Exercise: Would you restate the listing word for word, with the images omitted?
---- Source data
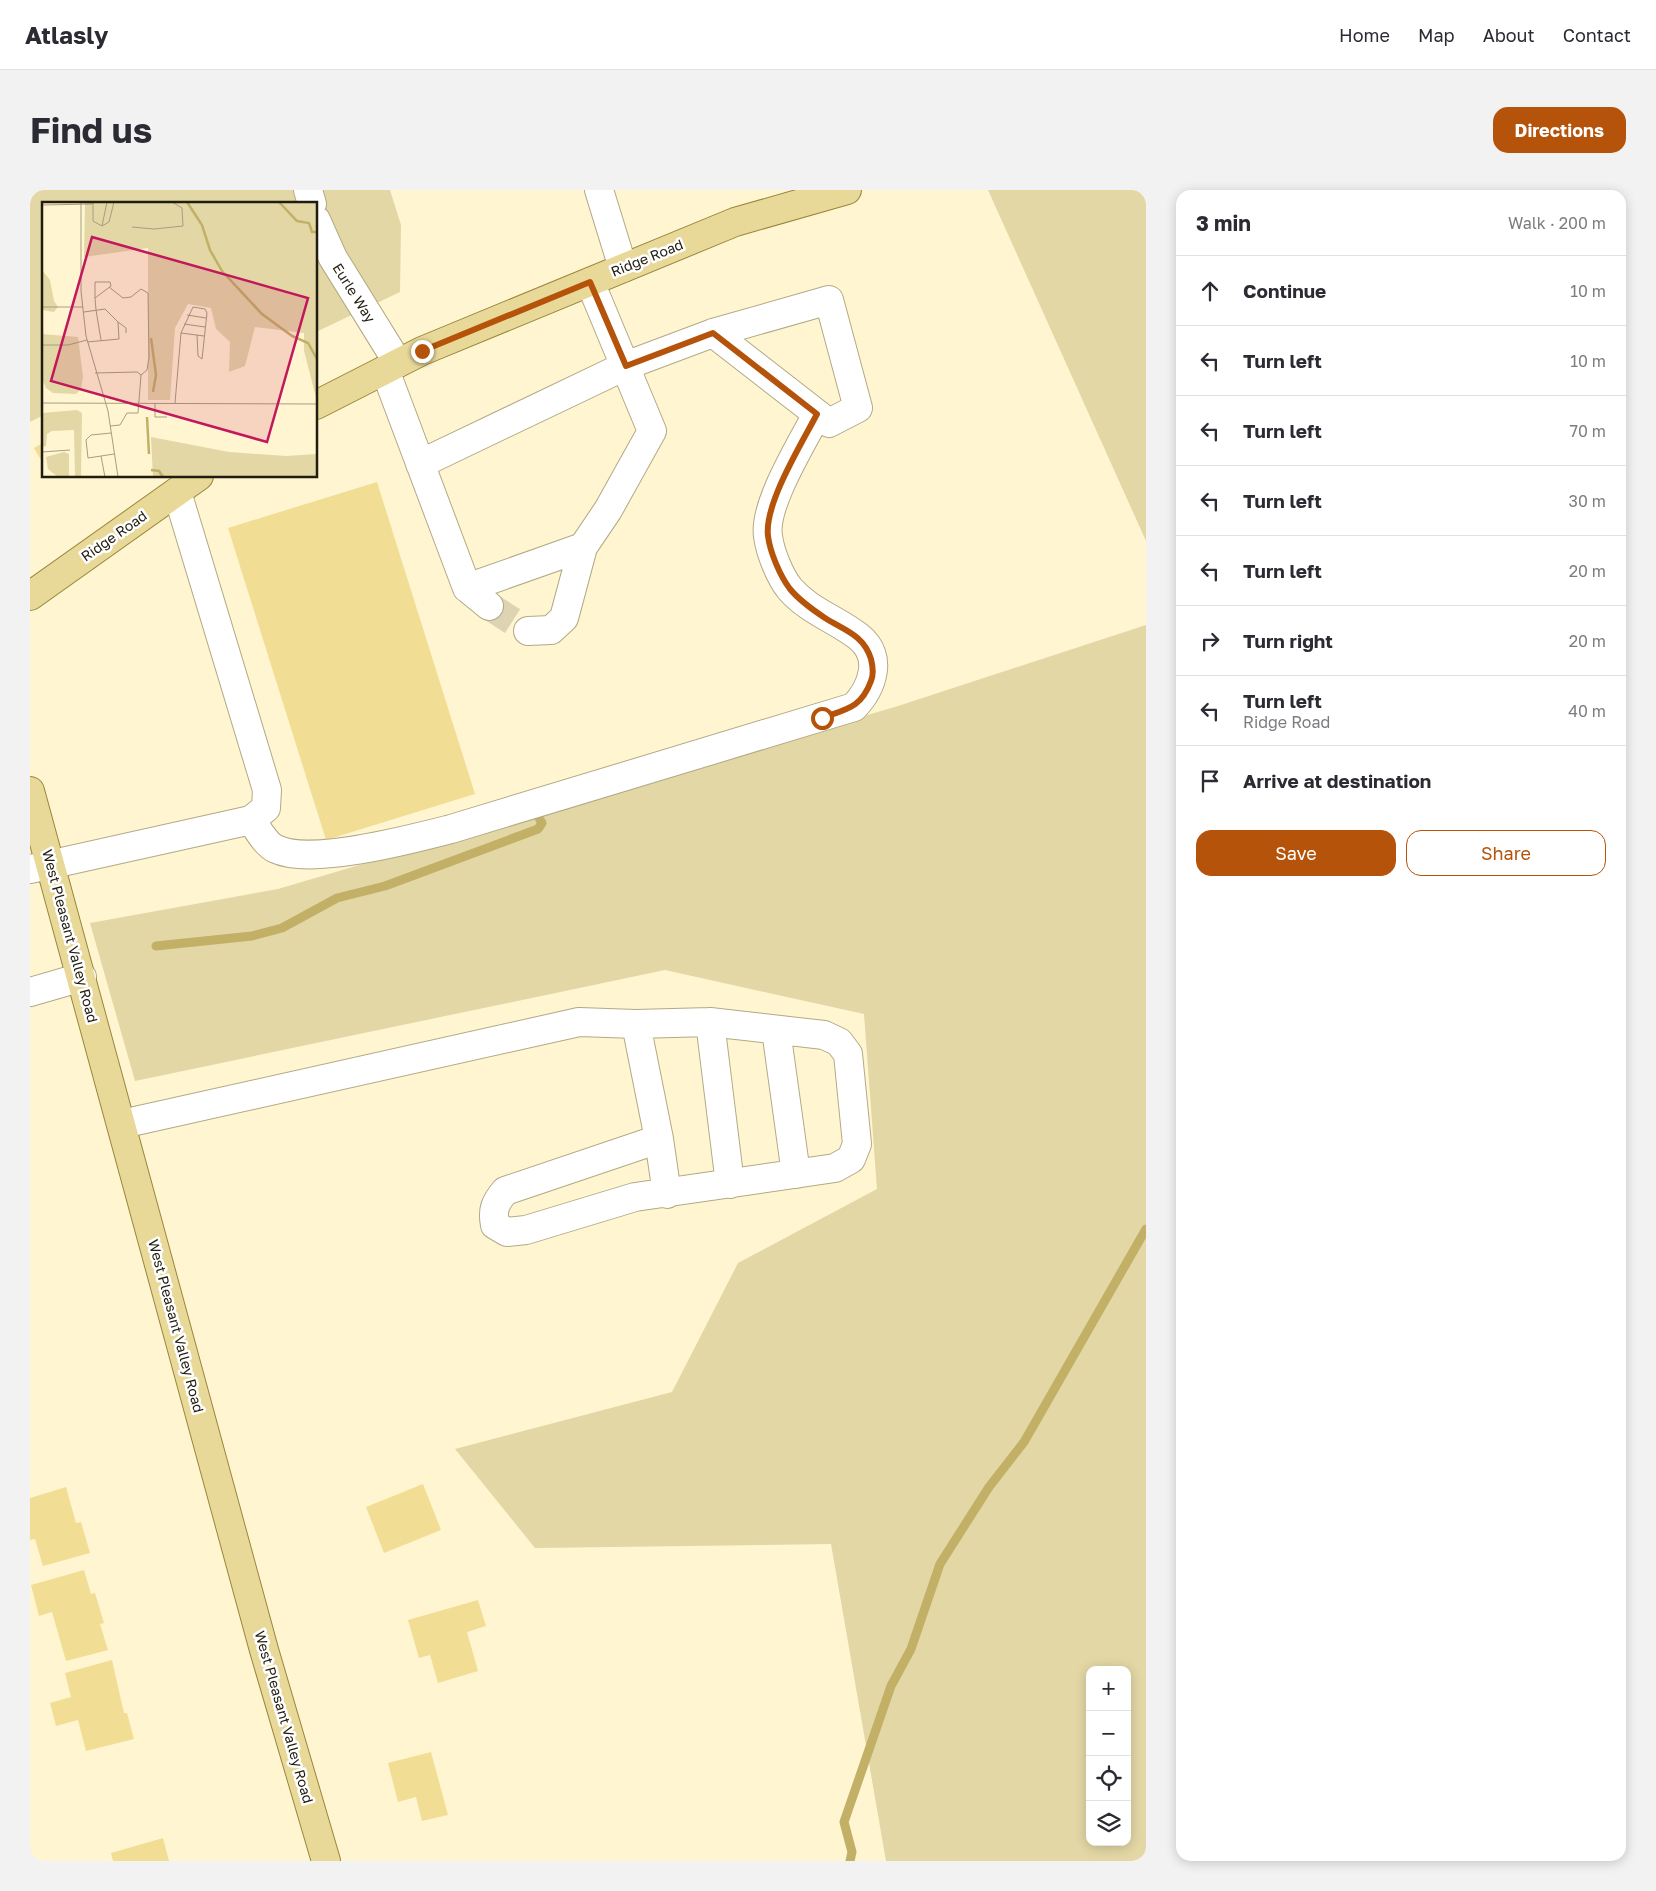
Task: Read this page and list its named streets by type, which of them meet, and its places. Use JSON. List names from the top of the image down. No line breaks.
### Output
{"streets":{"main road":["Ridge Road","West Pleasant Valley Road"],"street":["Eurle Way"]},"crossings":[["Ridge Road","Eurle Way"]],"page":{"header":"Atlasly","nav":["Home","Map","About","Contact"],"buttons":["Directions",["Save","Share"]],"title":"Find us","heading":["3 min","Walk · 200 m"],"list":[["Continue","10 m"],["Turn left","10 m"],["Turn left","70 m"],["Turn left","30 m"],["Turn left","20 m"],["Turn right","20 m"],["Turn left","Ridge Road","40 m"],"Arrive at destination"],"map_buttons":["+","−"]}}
--------
Response:
Task: Read this page and list its named streets by type, which of them meet, and its places. Use JSON. List names from the top of the image down. No line breaks.
### Output
{"streets":{"main road":["Ridge Road","West Pleasant Valley Road"],"street":["Eurle Way"]},"crossings":[["Ridge Road","Eurle Way"]],"page":{"header":"Atlasly","nav":["Home","Map","About","Contact"],"buttons":["Directions",["Save","Share"]],"title":"Find us","heading":["3 min","Walk · 200 m"],"list":[["Continue","10 m"],["Turn left","10 m"],["Turn left","70 m"],["Turn left","30 m"],["Turn left","20 m"],["Turn right","20 m"],["Turn left","Ridge Road","40 m"],"Arrive at destination"],"map_buttons":["+","−"]}}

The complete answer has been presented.